Labour could have made a socialist and internationalist case against independence, or even a federalist one within the European Union, but they chose not to. Instead, they went into a coalition with the Conservative Party to push a vision of lack of capability within Scotland to manage it's own affairs. Couple to this an overblown fearmongering, especially with older voters and people had simply had enough.

Labour have also failed to recognise that their core social democratic values are no longer unique. The SNP has reinvented itself since 1979 and is now more clearly social democratic than Labour.

The local breakdown of referendum voting showed that tribal voting has effectively ended. Glasgow voted Yes, even though Labour had traditionally harnessed the working class Catholic vote.

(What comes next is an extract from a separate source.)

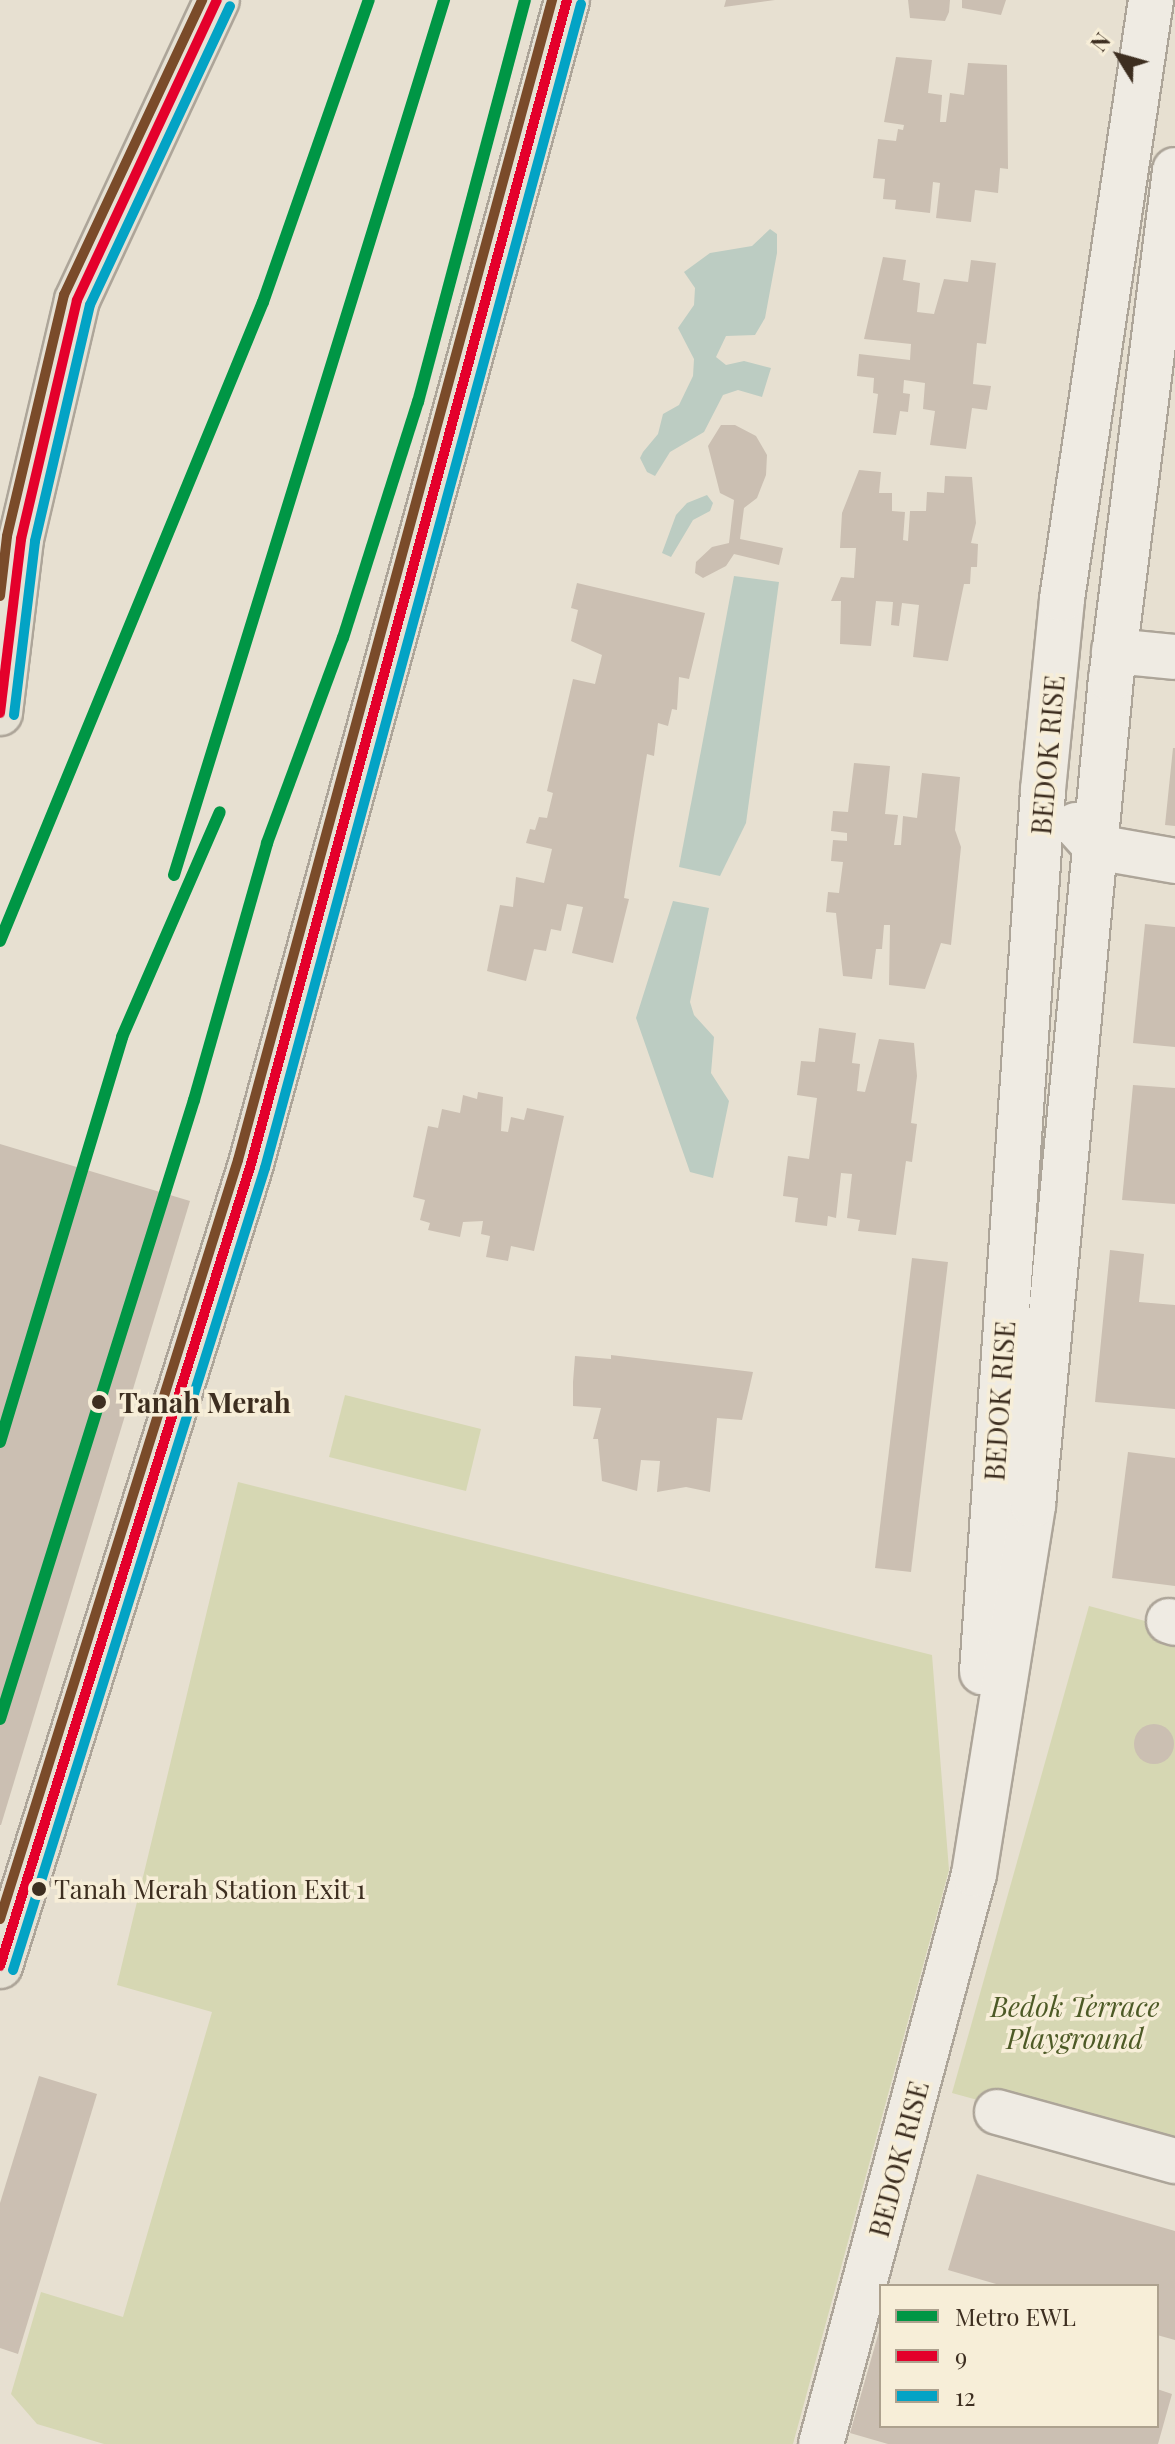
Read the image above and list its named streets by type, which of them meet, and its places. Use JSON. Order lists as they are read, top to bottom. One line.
{"streets":{"street":["BEDOK RISE"]},"parks":["Bedok Terrace Playground"],"places":["Tanah Merah","Tanah Merah Station Exit 1"],"lines":["metro line EWL","transit line 9","transit line 12"],"legend":["Metro EWL","9","12"],"north":"top left"}
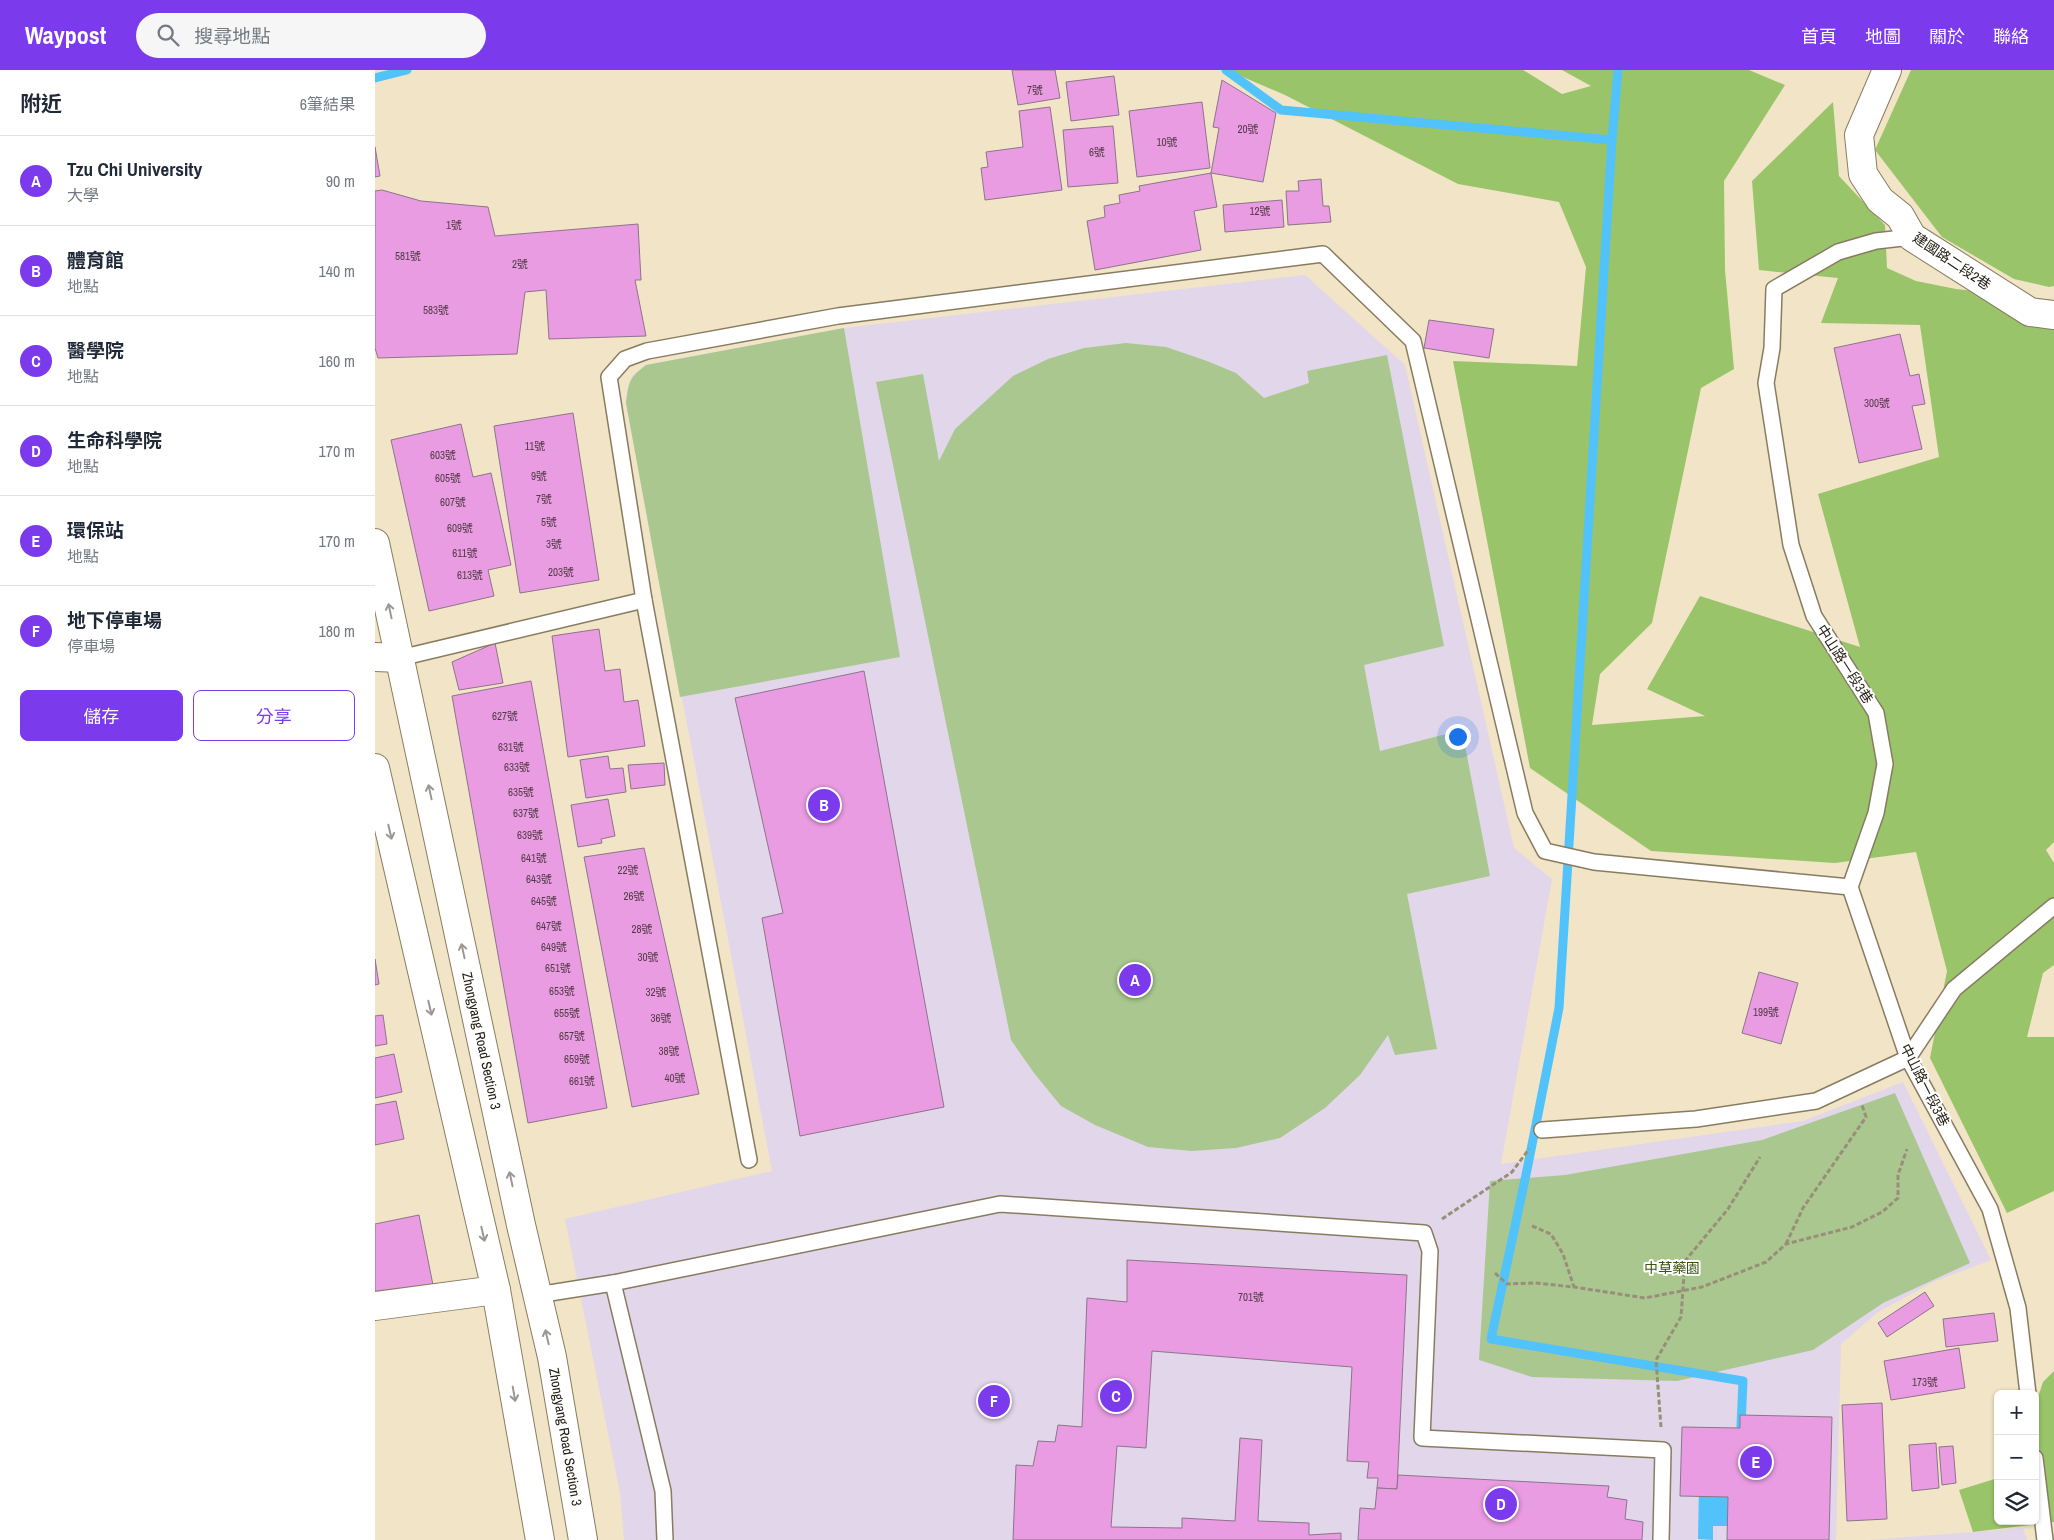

Catholic and working class voters now seem more comfortable with the SNP and are voting for them.

Not content with annoying half the electorate many in Labour have continued to demonise those who vote SNP as either racists or "nasty nationalists". This shows a complete failure to engage with the SNP's civic nationalism - if you move to Scotland tomorrow you will be considered Scottish.

Labour's last campaign tactic seems to be an eve of poll leaflet entitled "24 hours left to prevent another referendum". The SNP have made it clear they do not want another referendum unless there is an attempt to leave the EU. Even if they did want a referendum under those circumstances presumably Labour and the Conservatives will vote against legislation enabling it so if it went through it would be Labour's own fault.

With one week left to go, both Labour and the Conservatives may be relying heavily on a pro union bounce from the imminent royal birth.